As an improvement over existing Dropout regularization variants for deep neural networks (e.g. regular Dropout, SpatialDropout, DropBlock) that have a randomized structure with certain fixed parameters, the authors develop a reinforcement learning approach for finding better Dropout patterns for various network architectures.
What can we learn from this paper?
That there is a way to automatically learn more efficient Dropout techniques for popular neural network architectures such as ResNets or Transformers.
Prerequisites (to better understand the paper, what should one be familiar with?)
- Deep neural networks
- Dropout regularization
Since modern neural networks are nearly always overparameterized with respect to the complexity of the mapping between their inputs and outputs that they are trying to learn, the use of regularization when training them is essential in order to prevent overfitting. Although many popular regularization techniques exist (including L2 or L1 weight decay, data augmentation, early stopping, etc), Dropout has been one of the most common regularization approaches for deep neural networks since it was first introduced in the early 2010s.
The idea of the standard dropout is to randomly set activations in a neural network layer to zero during a round of training with the dropout probability p for each neuron, thus making sure that the network does not rely extensively on any given neurons in its predictions. During inference, no neurons are dropped, and the output is scaled by dividing it by 1 – p to account for the increase in the number of non-zero activations compared to training. Maximum regularization is achieved when p = 0.5 due to the fact that applying dropout is equivalent to adding a term to the loss of the network that is proportional to p(1 – p), and this term is maximized at p = 0.5.
Recently, a number of Dropout techniques have been suggested that, instead of randomly choosing the neurons to be dropped in a given layer, do it according to a structure selected based on the configuration of the network. In particular, SpatialDropout, typically used in early convolutional layers of the network, drops out entire feature maps for randomly chosen features instead of individual neurons. This is done because, if the nearby neurons are strongly correlated (which is usually the case in early layers where these neurons correspond to pixels in the input images), using the standard Dropout effectively just decreases the learning rate without providing a strong regularization benefit. Another approach, DropBlock, solves the same problem by dropping contiguous square regions of feature maps instead of dropping the whole maps as in SpatialDropout.
Building on these earlier works, in the AutoDropout technique developed in the present paper the dropout pattern at every layer and channel of the target network is learned by applying different patterns generated by the reinforcement learning (RL) controller, training the network with these, and using the resulting performance on a validation set to direct the search towards better patterns.
Based on the patterns from many existing dropout approaches, the authors have designed novel search spaces of structured dropout patterns for different network architectures that the RL algorithm can use to find the most performant patterns for each particular architecture. An example pattern for convolutional networks (obtained by applying rotation and shearing transformations to a base rectangular tile pattern) is shown in the bottom part of the picture taken from the paper.

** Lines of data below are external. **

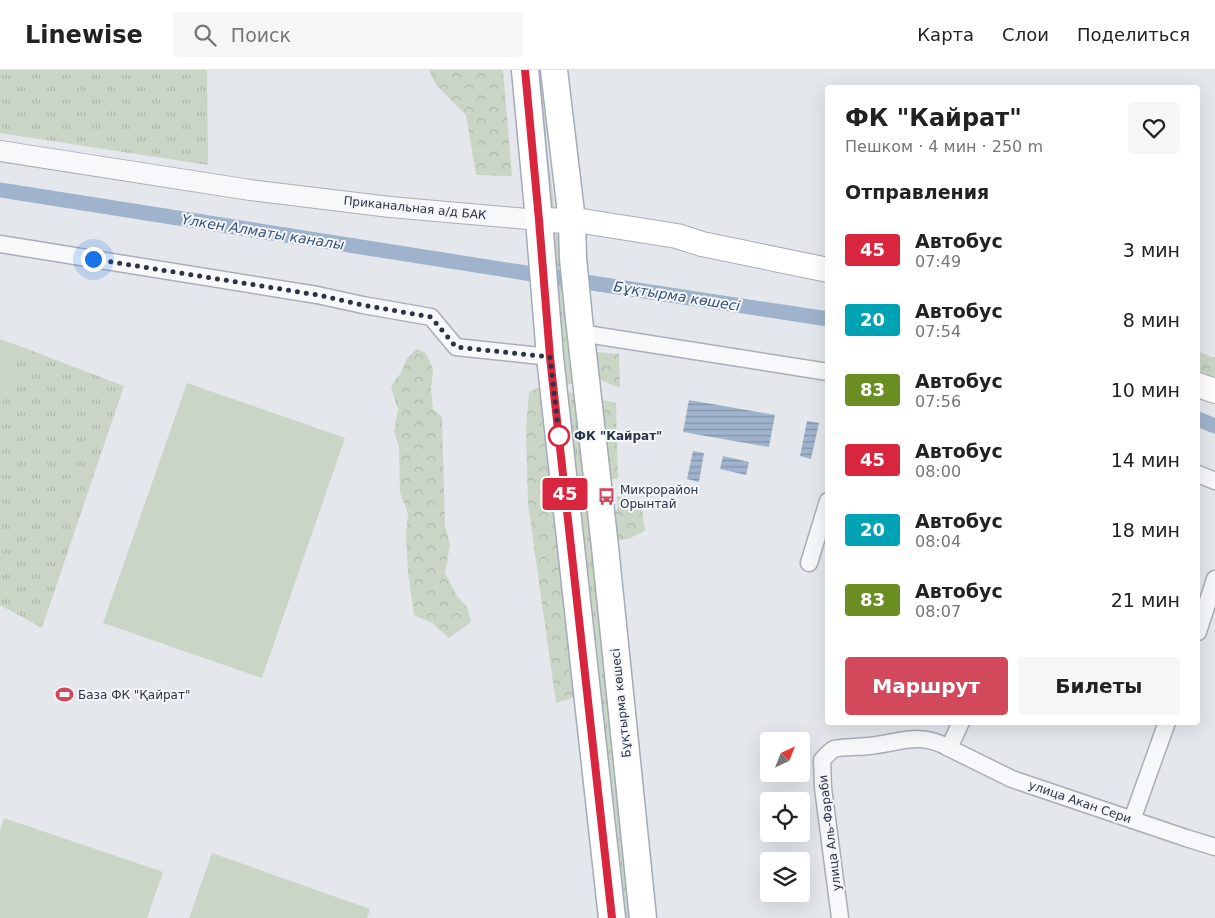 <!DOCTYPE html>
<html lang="ru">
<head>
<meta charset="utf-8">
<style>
  :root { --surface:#fff; --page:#f6f6f6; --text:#222; --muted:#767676; --line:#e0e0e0; --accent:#d1495b }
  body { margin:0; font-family:"DejaVu Sans",sans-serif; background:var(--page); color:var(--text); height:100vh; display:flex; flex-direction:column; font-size:19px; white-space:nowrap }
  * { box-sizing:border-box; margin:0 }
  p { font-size:16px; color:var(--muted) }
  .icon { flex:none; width:28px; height:28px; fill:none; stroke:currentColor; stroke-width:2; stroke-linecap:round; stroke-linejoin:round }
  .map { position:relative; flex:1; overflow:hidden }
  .sheet { position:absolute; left:825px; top:15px; width:375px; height:640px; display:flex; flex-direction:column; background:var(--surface); border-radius:5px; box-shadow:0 5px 20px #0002 }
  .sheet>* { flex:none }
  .badge { padding:0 10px; border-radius:4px; font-size:18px; line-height:32px }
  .needle { width:32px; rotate:43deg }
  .buttons { position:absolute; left:760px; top:662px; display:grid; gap:10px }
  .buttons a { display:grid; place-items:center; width:50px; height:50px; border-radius:5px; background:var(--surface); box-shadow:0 5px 20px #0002; font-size:25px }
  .you { position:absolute; width:25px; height:25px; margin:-12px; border:4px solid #fff; border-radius:50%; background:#1a73e8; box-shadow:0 0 0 8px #1a73e833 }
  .map>.badge { position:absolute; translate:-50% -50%; box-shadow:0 0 0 2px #fff }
  h2 { padding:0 20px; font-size:19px; line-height:45px }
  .round { display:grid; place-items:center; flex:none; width:52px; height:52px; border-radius:5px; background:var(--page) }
  .overview { display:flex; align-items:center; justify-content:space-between; height:85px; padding:0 20px }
  h1 { font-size:24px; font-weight:800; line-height:38px }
  .primary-button { display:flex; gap:10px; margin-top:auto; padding:10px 20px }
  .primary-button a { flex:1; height:58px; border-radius:5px; background:var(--accent); color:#fff; font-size:20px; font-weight:800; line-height:58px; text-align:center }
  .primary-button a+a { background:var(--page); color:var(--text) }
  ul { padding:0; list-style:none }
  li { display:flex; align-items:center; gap:15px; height:70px; padding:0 20px }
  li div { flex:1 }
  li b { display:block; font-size:19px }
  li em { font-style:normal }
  li .badge { min-width:55px; font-weight:700; text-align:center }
  header { display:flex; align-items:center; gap:30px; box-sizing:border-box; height:70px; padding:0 25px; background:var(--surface); border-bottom:1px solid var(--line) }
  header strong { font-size:24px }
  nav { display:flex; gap:28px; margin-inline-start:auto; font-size:18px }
  .search { width:350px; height:45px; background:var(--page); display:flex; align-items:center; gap:12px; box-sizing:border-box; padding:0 18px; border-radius:5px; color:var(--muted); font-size:19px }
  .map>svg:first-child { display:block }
  .grass { fill:url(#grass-tufts) }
  .forest { fill:url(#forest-crowns) }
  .pitch { fill:#c9d6c5 }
  .water { fill:url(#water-rules) }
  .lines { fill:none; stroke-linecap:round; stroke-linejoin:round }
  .canal { stroke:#9fb4cc; stroke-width:15 }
  .minor-casing { stroke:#a9aeb7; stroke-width:19 }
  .tertiary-casing { stroke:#a9aeb7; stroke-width:22 }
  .secondary-casing { stroke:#a9aeb7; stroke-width:26 }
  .primary-casing { stroke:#a3abb8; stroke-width:29 }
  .minor { stroke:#f7f8fa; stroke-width:16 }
  .tertiary { stroke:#f7f8fa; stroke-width:20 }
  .secondary { stroke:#fff; stroke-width:24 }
  .primary { stroke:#fff; stroke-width:26 }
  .line-casing { stroke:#fff; stroke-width:11 }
  .line { stroke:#d7263d; stroke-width:8 }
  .walk { stroke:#2b3445; stroke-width:5; stroke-dasharray:0 9 }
  .stop-dot { fill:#fff; stroke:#d7263d; stroke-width:2.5 }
  .labels { text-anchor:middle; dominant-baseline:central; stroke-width:4; stroke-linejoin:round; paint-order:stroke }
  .street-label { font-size:12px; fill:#2b3445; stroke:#f4f6f9 }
  .stop-label { font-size:12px; font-weight:bold; fill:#2b3445; stroke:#f4f6f9; text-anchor:start }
  .poi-label { font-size:12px; fill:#2b3445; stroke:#f4f6f9; text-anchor:start }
  .water-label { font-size:14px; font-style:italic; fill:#34527a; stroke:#f4f6f9 }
</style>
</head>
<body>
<header>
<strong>Linewise</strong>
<div class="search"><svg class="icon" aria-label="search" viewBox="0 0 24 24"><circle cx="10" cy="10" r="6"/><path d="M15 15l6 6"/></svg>Поиск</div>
<nav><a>Карта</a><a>Слои</a><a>Поделиться</a></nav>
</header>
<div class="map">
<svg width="1215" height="848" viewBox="0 0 1215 848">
  <defs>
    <pattern id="grass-tufts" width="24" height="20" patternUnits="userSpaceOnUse" patternTransform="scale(1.25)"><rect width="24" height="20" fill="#c9d6c5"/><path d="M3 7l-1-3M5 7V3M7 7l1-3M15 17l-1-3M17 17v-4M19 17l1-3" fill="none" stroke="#adb8ab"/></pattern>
    <pattern id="forest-crowns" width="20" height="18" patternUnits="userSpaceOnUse" patternTransform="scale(1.25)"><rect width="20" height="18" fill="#c9d6c5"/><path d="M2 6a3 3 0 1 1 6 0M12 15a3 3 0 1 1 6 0" fill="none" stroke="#adb8ab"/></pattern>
    <pattern id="water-rules" width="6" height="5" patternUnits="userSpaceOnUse" patternTransform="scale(1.25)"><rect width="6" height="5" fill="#9fb4cc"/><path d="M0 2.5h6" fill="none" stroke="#8293a7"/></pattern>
  </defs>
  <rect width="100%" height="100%" fill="#e4e7ec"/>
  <path class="grass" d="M0,0H207L208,95L0,63Z
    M532,0H541L548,85L576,313L565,315Z
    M22,277L124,316L42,558L0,535V338Z
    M576,322L631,848H623L567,323Z"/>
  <path class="forest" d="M429,0H503L512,106L476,105L466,45L436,15Z
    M417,279L426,283L433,299L431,319L433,339L442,347L445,456L450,475L445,503L457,526L467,537L471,552L449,568L432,553L414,545L408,502L406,465L408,443L400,423L399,376L394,362L398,339L391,318L395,310L401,303L407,288Z
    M1198,281L1211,287H1215V309L1198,303Z
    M596,282L619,284L620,318L596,308Z
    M543,315L575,627L556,633L528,434L526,359L529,322Z
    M598,329L616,333L618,409H602Z
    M617,426L641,431L645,461L628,469L610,471V448L618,438Z"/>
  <path class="pitch" d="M0,269L22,277L0,338Z
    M187,313L345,368L262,608L103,553Z
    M4,748L163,802L147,848H0V761Z
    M212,783L370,839L367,848H189Z"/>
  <path class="water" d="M689,330L775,345L769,377L683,362Z
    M807,351L819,353L811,389L800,386Z
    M693,381L704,383L699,412L687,409Z
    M723,386L749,392L746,405L720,399Z"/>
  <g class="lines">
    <path class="canal" d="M0,120L526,203L828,249
      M1198,349L1215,356"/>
    <defs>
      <path id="minor" d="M0,174L317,225L363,235L431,247L456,277L550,287
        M580,263L828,302
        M1198,404L1215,411
        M809,493L828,431
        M1198,562L1215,509
        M949,678L1012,709L1186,768L1215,777
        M1132,750L1167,652
        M840,848L823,718L822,690C825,687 830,681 834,679C839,677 862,677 869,676C900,673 919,661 949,678L961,652"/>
      <path id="tertiary" d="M0,81L250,120L390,137L539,150"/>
      <path id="secondary" d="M539,150L582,151L677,166L702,174L828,200
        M1198,315L1215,321"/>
      <path id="primary" d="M525,0L539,150L550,287L612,848
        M554,0L572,151L573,188L579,249L605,477L643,848"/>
    </defs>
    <use href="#minor" class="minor-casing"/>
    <use href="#tertiary" class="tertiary-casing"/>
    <use href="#secondary" class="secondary-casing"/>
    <use href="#primary" class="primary-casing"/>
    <use href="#minor" class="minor"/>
    <use href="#tertiary" class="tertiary"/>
    <use href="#secondary" class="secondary"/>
    <use href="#primary" class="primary"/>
  </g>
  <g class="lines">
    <defs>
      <path id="line" d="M525,0L539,150L550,287L612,848"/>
    </defs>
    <use href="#line" class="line-casing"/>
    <use href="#line" class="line"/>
    <path class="walk" d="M93,189L318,225L363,235L431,247L456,277L550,287L559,366"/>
  </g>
  <defs>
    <symbol id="bus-bare" viewBox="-9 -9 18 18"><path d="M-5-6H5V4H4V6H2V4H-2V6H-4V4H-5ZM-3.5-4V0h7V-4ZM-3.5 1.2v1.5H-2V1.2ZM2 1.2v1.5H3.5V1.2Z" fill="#d1495b" stroke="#f4f6f9" stroke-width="2.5" paint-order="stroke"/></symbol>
    <symbol id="stadium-bare" viewBox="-9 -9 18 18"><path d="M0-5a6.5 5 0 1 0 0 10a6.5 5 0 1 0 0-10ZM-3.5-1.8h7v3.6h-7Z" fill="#d1495b" stroke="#f4f6f9" stroke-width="2.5" paint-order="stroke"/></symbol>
  </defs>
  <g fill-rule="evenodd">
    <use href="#bus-bare" x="594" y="414" width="25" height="25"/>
    <use href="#stadium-bare" x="52" y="612" width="25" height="25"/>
  </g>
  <circle class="stop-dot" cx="559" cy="366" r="10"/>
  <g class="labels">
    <g class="street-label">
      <text transform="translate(415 138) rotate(6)">Приканальная а/д БАК</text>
      <text transform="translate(621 633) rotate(-96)">Бұқтырма көшесі</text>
      <text transform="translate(1080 732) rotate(19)">улица Акан Сери</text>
      <text transform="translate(830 763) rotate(-97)">улица Аль-Фараби</text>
    </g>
    <g class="stop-label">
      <text x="574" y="366">ФК "Кайрат"</text>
    </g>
    <g class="poi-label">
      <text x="620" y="420">Микрорайон<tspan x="620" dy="14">Орынтай</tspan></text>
      <text x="78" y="625">База ФК "Қайрат"</text>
    </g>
    <g class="water-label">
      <text transform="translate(263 162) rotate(9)">Үлкен Алматы каналы</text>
      <text transform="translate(677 226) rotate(9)">Бұқтырма көшесі</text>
    </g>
  </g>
</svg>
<div class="buttons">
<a><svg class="needle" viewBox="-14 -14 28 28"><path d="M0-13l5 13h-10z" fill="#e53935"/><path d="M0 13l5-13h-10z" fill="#767676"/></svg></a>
<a><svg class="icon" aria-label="locate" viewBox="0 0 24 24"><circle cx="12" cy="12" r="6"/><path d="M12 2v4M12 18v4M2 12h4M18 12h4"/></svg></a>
<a><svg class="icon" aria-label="layers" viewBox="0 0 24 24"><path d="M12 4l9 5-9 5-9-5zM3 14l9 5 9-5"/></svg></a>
</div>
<div class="you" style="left:93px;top:189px"></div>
<b class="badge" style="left:565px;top:424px;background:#d7263d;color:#fff">45</b>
<section class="sheet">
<div class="overview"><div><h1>ФК &quot;Кайрат&quot;</h1><p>Пешком · 4 мин · 250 m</p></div><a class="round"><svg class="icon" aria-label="heart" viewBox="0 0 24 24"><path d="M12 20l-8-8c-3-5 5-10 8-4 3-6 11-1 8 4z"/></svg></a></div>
<h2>Отправления</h2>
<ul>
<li><span class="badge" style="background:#d7263d;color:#fff">45</span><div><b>Автобус</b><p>07:49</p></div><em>3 мин</em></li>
<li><span class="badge" style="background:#00a3b4;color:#fff">20</span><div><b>Автобус</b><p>07:54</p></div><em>8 мин</em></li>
<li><span class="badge" style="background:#6b8e23;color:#fff">83</span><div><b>Автобус</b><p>07:56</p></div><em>10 мин</em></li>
<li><span class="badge" style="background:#d7263d;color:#fff">45</span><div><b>Автобус</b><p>08:00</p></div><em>14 мин</em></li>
<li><span class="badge" style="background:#00a3b4;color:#fff">20</span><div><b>Автобус</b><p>08:04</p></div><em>18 мин</em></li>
<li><span class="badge" style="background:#6b8e23;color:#fff">83</span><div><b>Автобус</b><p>08:07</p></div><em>21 мин</em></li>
</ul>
<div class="primary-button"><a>Маршрут</a><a>Билеты</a></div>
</section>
</div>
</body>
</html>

As the authors note, AutoDropout can be considered a data augmentation method in the network’s hidden states. Unlike the traditional data augmentation methods, however, AutoDropout is not domain-specific, so the same general approach can be used for, for example, Transformers in NLP and convolutional networks in computer vision applications, only with different pattern search spaces.
Applying AutoDropout seems to noticeably improve the performance of many popular network architectures on common datasets. For example, the top-1 accuracy of ResNet-50 on ImageNet was increased by using the new technique from 76.5% to 78.7%. For the EfficientNet-B7 on the same dataset, the increase was from 84.1% to 84.7%. For NLP tasks, the perplexity of Transformer-XL on the Penn Treebank dataset was reduced from 56.0 to 54.9.

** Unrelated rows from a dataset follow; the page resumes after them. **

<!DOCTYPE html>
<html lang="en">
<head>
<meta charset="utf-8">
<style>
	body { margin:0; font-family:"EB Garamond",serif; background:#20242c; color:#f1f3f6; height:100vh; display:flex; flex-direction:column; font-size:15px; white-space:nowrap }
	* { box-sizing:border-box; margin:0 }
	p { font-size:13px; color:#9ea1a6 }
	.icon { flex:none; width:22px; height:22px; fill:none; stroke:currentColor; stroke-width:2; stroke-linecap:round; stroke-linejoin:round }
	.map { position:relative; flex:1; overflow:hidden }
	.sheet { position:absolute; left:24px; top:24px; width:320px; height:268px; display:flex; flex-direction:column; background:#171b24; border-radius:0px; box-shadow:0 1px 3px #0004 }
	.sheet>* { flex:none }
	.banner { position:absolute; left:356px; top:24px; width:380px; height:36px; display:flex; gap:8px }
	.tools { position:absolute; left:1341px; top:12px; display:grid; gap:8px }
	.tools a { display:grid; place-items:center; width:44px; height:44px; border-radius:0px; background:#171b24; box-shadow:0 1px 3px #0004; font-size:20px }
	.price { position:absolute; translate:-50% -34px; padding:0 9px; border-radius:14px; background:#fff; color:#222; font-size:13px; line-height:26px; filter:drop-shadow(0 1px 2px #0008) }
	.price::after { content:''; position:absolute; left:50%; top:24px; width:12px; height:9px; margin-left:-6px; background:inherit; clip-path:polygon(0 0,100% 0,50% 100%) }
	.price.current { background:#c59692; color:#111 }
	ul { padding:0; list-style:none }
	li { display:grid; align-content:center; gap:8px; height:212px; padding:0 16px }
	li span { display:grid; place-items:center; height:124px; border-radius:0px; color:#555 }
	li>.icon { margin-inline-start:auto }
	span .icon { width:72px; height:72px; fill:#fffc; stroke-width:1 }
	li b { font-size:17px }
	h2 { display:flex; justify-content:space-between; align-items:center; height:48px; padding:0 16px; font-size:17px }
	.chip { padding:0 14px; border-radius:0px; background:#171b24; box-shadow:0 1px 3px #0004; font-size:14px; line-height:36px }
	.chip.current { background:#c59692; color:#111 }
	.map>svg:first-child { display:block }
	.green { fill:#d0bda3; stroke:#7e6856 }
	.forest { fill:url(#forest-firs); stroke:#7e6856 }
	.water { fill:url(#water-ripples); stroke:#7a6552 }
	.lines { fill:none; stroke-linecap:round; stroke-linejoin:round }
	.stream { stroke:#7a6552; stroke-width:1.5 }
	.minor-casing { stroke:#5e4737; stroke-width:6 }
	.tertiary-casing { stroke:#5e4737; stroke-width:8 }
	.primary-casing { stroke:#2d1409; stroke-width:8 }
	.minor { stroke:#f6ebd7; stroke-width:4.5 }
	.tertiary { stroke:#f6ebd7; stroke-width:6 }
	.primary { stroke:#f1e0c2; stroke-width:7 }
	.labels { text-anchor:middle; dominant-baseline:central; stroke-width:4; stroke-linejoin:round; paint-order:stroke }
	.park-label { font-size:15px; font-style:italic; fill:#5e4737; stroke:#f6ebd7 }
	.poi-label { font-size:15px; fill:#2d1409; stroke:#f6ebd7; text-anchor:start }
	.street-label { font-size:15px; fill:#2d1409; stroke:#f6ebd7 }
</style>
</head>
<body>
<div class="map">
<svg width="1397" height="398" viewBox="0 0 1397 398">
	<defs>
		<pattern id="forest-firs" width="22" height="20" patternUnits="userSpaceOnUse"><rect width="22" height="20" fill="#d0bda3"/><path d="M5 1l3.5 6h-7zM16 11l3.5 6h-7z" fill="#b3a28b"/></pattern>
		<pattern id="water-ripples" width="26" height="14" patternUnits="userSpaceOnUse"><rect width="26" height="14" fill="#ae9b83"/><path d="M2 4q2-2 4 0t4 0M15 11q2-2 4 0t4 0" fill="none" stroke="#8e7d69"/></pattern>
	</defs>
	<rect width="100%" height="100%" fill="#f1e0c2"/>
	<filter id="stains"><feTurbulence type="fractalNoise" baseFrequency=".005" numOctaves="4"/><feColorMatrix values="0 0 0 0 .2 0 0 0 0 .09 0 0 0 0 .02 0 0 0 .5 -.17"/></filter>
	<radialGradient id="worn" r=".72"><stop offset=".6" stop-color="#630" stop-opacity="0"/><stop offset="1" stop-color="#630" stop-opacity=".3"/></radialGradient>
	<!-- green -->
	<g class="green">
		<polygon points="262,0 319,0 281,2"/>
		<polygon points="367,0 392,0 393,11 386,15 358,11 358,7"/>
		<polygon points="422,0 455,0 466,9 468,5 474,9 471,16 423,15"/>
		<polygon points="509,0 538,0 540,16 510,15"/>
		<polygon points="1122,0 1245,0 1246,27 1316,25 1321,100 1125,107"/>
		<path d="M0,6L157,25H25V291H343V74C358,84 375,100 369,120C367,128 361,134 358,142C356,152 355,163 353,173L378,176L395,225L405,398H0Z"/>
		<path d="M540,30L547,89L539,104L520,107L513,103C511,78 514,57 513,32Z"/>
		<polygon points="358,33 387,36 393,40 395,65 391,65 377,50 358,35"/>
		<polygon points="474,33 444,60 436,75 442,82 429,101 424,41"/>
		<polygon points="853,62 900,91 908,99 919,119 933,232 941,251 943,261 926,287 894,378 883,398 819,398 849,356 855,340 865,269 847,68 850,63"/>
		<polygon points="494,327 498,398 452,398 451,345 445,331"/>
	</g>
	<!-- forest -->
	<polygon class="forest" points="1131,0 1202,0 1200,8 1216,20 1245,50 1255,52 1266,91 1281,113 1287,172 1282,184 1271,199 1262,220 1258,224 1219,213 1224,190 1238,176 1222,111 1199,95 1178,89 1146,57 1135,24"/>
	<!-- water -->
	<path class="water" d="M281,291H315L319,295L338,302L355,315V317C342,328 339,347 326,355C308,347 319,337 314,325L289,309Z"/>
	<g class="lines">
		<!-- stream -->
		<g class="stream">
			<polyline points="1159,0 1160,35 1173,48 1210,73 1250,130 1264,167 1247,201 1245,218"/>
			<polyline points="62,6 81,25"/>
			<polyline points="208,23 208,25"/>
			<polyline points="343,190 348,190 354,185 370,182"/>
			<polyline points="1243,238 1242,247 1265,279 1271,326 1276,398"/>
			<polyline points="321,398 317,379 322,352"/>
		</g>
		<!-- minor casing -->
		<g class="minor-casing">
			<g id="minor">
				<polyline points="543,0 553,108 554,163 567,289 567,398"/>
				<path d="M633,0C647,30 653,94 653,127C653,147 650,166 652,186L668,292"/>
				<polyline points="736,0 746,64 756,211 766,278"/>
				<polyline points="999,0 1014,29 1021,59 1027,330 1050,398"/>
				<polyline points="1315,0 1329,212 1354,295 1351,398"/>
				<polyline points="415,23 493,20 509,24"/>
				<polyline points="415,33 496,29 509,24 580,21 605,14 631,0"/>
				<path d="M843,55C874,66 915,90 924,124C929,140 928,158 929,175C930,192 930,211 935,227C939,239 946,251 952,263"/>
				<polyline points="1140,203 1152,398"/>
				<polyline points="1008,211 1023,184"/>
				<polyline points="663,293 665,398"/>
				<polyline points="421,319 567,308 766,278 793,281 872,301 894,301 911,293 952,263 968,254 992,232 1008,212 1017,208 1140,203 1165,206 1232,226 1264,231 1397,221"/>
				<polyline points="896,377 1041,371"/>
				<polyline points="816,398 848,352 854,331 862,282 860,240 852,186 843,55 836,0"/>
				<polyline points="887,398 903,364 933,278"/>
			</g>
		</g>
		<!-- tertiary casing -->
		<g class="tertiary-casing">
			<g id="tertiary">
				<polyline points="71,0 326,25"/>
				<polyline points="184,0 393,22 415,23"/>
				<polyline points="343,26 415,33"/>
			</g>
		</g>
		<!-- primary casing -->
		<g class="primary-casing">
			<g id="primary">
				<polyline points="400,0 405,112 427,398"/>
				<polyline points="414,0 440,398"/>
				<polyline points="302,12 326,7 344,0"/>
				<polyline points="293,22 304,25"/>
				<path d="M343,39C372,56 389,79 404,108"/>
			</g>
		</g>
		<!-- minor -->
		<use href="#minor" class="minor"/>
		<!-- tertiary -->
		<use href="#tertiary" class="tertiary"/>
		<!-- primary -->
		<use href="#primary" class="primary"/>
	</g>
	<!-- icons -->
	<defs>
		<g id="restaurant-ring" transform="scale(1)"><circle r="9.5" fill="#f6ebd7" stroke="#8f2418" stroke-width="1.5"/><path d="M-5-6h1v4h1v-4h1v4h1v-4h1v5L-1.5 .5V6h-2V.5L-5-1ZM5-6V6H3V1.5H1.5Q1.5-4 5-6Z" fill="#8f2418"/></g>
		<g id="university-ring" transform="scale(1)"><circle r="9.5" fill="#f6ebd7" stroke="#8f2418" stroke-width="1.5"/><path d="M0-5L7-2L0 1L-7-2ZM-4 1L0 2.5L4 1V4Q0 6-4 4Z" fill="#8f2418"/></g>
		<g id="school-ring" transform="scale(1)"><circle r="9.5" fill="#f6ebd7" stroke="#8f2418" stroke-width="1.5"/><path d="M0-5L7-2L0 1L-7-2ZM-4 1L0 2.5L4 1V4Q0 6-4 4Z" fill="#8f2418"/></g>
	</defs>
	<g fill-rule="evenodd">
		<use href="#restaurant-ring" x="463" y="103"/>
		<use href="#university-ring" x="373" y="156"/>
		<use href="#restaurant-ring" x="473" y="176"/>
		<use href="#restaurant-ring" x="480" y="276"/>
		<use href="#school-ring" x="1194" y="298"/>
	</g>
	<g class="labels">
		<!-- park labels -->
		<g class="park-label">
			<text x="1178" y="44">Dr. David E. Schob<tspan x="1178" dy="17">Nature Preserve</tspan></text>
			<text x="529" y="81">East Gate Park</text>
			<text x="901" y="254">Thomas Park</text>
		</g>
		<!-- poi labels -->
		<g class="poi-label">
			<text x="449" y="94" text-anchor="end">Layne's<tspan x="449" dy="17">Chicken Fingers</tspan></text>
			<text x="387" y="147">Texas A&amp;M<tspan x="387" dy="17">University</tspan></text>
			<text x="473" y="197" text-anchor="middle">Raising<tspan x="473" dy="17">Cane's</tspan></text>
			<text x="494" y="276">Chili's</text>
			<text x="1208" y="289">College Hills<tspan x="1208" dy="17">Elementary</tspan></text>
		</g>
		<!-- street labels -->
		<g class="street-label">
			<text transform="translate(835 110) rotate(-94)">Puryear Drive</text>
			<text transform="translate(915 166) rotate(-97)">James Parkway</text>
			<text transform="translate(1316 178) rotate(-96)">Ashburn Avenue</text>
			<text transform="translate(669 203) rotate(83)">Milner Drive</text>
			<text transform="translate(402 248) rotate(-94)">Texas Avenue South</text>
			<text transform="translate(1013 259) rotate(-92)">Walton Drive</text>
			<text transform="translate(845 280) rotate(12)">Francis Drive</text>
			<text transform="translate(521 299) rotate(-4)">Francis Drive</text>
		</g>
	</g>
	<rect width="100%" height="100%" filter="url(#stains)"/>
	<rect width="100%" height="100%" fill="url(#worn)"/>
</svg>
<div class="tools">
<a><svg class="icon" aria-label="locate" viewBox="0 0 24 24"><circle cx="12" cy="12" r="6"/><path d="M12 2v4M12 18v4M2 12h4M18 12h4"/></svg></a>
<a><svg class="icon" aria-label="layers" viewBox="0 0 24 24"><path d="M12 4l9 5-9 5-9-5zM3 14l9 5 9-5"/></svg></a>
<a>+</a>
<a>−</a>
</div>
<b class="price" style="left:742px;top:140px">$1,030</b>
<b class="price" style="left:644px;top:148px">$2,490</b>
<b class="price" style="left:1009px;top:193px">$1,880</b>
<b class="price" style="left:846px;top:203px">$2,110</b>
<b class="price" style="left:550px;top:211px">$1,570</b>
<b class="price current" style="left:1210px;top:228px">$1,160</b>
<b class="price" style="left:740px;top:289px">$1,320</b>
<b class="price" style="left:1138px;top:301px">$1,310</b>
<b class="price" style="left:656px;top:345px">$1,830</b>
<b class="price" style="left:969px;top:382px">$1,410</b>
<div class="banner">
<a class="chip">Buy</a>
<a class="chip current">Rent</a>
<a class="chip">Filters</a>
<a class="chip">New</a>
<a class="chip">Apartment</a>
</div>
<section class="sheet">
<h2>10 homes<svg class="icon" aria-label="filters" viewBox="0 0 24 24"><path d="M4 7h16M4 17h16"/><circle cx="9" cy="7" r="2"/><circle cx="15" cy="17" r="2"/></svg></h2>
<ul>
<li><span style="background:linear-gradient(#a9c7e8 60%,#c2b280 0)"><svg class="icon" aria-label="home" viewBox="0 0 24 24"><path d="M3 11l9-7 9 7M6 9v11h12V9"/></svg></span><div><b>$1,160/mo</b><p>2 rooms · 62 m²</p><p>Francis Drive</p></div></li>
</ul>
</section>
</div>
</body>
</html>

As the authors note, the computational cost of using AutoDropout is high, so the idea of the method is to find the best-performing patterns in advance and then use these by putting them into the existing deep learning pipelines, similarly to how AutoAugment is used.
The authors discuss a number of other topics of interest, such as ways to improve parallelism when training AutoDropout, and the characteristics of some of the patterns they have found. Overall, this paper seems to be an important new step towards automating Dropout regularization.